[Dataset excerpts]
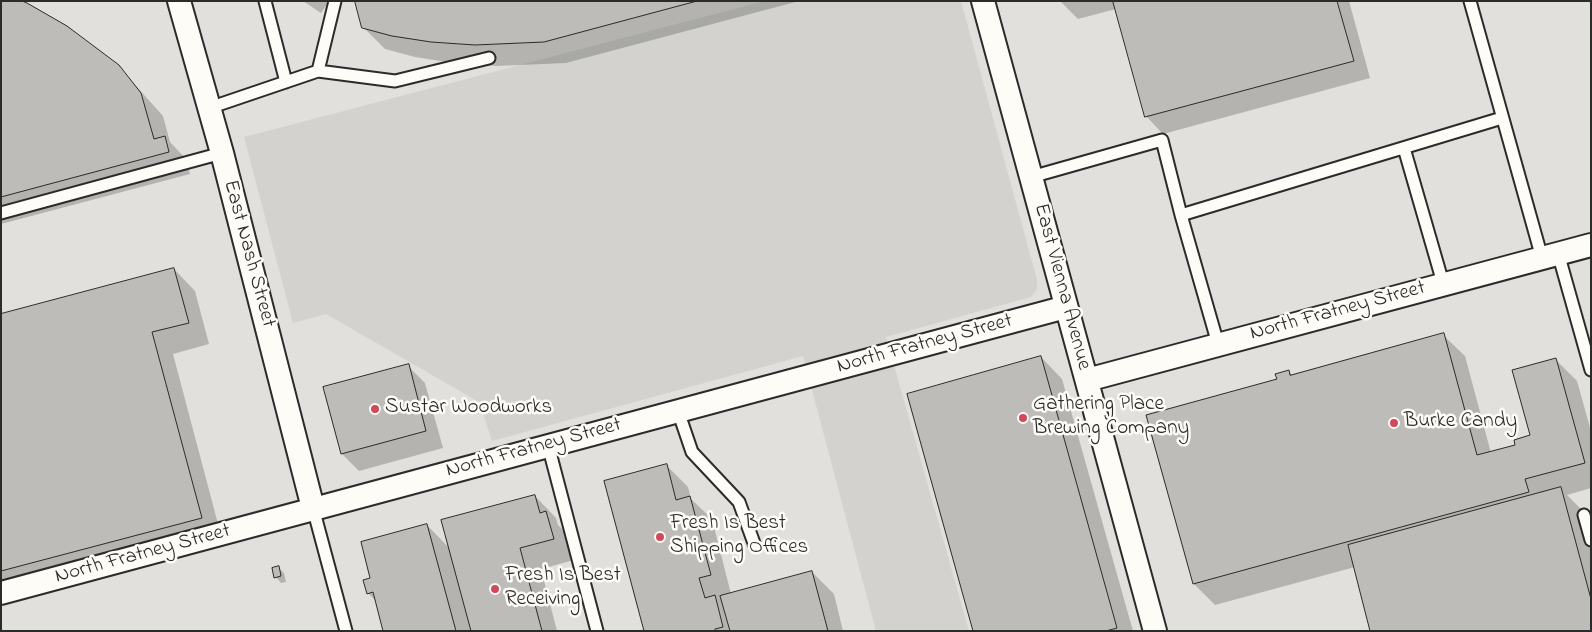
<!DOCTYPE html>
<html>
<head>
<meta charset="utf-8">
<style>
	body { margin:0 }
	#map { position:relative; width:1592px; height:632px; overflow:hidden; background:#f0efeb; font-family:"Indie Flower",sans-serif }
	canvas { display:block }
	.frame { position:absolute; inset:0; border:2px solid #2b2b2b; pointer-events:none }
</style>
</head>
<body>
<div id="map">
<canvas width="1592" height="632"></canvas>
<div class="frame"></div>
</div>
<script>
const c = document.querySelector('canvas').getContext('2d');
c.lineJoin = 'round';
function paint(path, color) {
  c.fillStyle = color;
  c.fill(path, 'evenodd');
}
function trace(path, color, width, dash) {
  c.strokeStyle = color;
  c.lineWidth = width;
  c.lineCap = dash ? 'butt' : 'round';
  c.setLineDash(dash || []);
  c.stroke(path);
}
function write(font, color, halo, rows, align = 'center') {
  c.font = font + ' "Indie Flower",sans-serif';
  c.lineWidth = 5;
  c.setLineDash([]);
  c.textBaseline = 'middle';
  c.strokeStyle = halo;
  c.fillStyle = color;
  for (const [text, x, y, turn = 0] of rows) {
    c.save();
    c.translate(x, y);
    c.rotate((+turn || 0) * Math.PI / 180);
    c.textAlign = isNaN(turn) ? turn : align;
    if (halo) c.strokeText(text, 0, 0);
    c.fillText(text, 0, 0);
    c.restore();
  }
}
paint(new Path2D(`
	M1,1H1591V631H1Z`), '#e1e0dc');
paint(new Path2D(`
	M765,1H961L1037,280V289L1031,297L886,337L969,631H876L803,356L492,441L479,402L326,314L293,323L244,137Z`), '#d3d2cf');
paint(new Path2D(`
	M1,1L118,66L163,116L170,142L186,159L190,174L1,224Z
	M303,1H329L321,13Z
	M356,1H799L566,63L497,66L453,63L415,57L385,49L363,27Z
	M1349,1L1370,78L1163,134L1146,116L1116,9L1078,19L1060,1Z
	M174,269L195,291L209,344L173,354L222,539L1,598V315Z
	M1443,335L1465,356L1491,453L1517,446L1532,436L1555,359L1577,381L1591,431V488L1567,495L1582,510L1591,542V631L1355,567L1215,605L1194,584L1278,380L1289,371L1293,376Z
	M1041,357L1062,379L1133,631H975Z
	M408,366L425,383L443,448L359,471L342,454Z
	M666,465L688,487L691,499L712,519L731,594L812,572L834,594L843,631H645Z
	M535,496L556,518L558,525L567,534L574,560L541,569L557,631H384L377,602L368,593L372,579L427,525L450,549Z
	M278,567L284,573L286,582L281,583L276,577Z`), '#0003');
const building = new Path2D(`
	M1,1H22L27,3L67,26L119,65L141,93L154,139L165,136L169,152L1,197Z
	M355,1H697L544,42L475,45L431,42L392,36L362,28Z
	M1113,1H1337L1354,61L1145,117Z
	M174,268L189,323L152,332L202,518L1,571V314Z
	M1444,333L1477,455L1515,445L1514,440L1530,435L1512,370L1556,358L1585,463L1525,479L1529,492L1193,584L1146,415L1277,379L1275,374L1289,370L1290,375Z
	M1041,356L1117,628L1106,631H973L907,394Z
	M409,364L426,431L341,454L323,387Z
	M667,464L676,500L690,496L711,575L699,578L705,598L715,595L723,627L715,629V631H644L604,481Z
	M1561,487L1591,599V631H1370L1348,545Z
	M535,495L540,513L546,511L554,539L520,548L542,631H471L441,520Z
	M427,524L456,631H383L373,592L367,594L363,580L370,578L361,542Z
	M279,566L281,576L274,578L272,568Z
	M812,571L828,631H730L720,596Z`);
paint(building, '#bdbcb8');
trace(building, '#2b2b2b', 1);
const service = new Path2D(`
	M265,1L286,82
	M1470,1L1542,258
	M318,71L395,81L489,58
	M209,108L318,71L335,1
	M1404,148L1443,283
	M1031,177L1162,140L1181,215L1502,118
	M1,213L222,153
	M1181,215L1218,344
	M1558,253L1591,370
	M678,411L692,452L739,502L755,546
	M548,445L597,631
	M313,508L346,631
	M1584,515L1591,540`);
const minor = new Path2D(`
	M179,1L222,153L313,508
	M983,1L1155,631
	M1087,380L1591,245
	M1,593L1066,307`);
trace(service, '#2b2b2b', 15);
trace(minor, '#2b2b2b', 26);
trace(service, '#fdfcf7', 11);
trace(minor, '#fdfcf7', 22);
for (const [x, y, r, color] of [
	[375,409,5,"#d1495b"],
	[1023,418,5,"#d1495b"],
	[1394,423,5,"#d1495b"],
	[660,537,5,"#d1495b"],
	[495,589,5,"#d1495b"]
]) {
  const dot = new Path2D();
  dot.arc(x, y, r, 0, 2 * Math.PI);
  c.fillStyle = color;
  c.fill(dot);
  trace(dot, '#fdfcf7', 2);
}
write('21px', '#2b2b2b', '#fdfcf7', [
	["East Nash Street",248,254,75],
	["East Vienna Avenue",1061,287,75],
	["North Fratney Street",1338,312,-15],
	["North Fratney Street",925,345,-15],
	["North Fratney Street",534,449,-15],
	["North Fratney Street",143,555,-15]
]);
write('21px', '#2b2b2b', '#fdfcf7', [
	["Gathering Place",1033,406],
	["Brewing Company",1033,430],
	["Sustar Woodworks",385,409],
	["Burke Candy",1404,423],
	["Fresh Is Best",670,525],
	["Shipping Offices",670,549],
	["Fresh Is Best",505,577],
	["Receiving",505,601]
], 'left');
</script>
</body>
</html>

REQUIRED ACTION
Every line above that holds the word "East" is to be found and copied.

OUTPUT OF THE EXERCISE
	["East Nash Street",248,254,75],
	["East Vienna Avenue",1061,287,75],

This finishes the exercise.